About this task →
Your answer should be an exact copy of every record.

┌─ Supplied material

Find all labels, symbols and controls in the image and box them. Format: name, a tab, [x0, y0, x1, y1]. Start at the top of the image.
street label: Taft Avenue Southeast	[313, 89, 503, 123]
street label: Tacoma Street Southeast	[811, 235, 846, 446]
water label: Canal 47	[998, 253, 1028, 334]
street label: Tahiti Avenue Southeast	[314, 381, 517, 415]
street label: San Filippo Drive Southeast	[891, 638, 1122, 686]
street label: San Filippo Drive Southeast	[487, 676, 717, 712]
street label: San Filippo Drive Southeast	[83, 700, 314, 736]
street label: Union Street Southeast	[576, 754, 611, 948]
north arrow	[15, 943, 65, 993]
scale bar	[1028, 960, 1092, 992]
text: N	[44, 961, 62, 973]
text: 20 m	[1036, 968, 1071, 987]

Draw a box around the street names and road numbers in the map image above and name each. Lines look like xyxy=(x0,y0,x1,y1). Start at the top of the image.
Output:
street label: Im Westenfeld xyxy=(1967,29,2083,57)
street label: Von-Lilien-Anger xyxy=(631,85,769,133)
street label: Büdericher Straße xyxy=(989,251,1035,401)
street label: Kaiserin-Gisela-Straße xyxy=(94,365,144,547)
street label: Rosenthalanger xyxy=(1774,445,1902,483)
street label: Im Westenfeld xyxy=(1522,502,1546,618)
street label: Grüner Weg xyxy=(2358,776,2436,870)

└─

Exercise output →
Find all labels, symbols and controls in the image and box them. Format: name, a tab, [x0, y0, x1, y1]. Start at the top of the image.
street label: Taft Avenue Southeast	[313, 89, 503, 123]
street label: Tacoma Street Southeast	[811, 235, 846, 446]
water label: Canal 47	[998, 253, 1028, 334]
street label: Tahiti Avenue Southeast	[314, 381, 517, 415]
street label: San Filippo Drive Southeast	[891, 638, 1122, 686]
street label: San Filippo Drive Southeast	[487, 676, 717, 712]
street label: San Filippo Drive Southeast	[83, 700, 314, 736]
street label: Union Street Southeast	[576, 754, 611, 948]
north arrow	[15, 943, 65, 993]
scale bar	[1028, 960, 1092, 992]
text: N	[44, 961, 62, 973]
text: 20 m	[1036, 968, 1071, 987]

Draw a box around the street names and road numbers in the map image above and name each. Lines look like xyxy=(x0,y0,x1,y1). Start at the top of the image.
Output:
street label: Im Westenfeld xyxy=(1967,29,2083,57)
street label: Von-Lilien-Anger xyxy=(631,85,769,133)
street label: Büdericher Straße xyxy=(989,251,1035,401)
street label: Kaiserin-Gisela-Straße xyxy=(94,365,144,547)
street label: Rosenthalanger xyxy=(1774,445,1902,483)
street label: Im Westenfeld xyxy=(1522,502,1546,618)
street label: Grüner Weg xyxy=(2358,776,2436,870)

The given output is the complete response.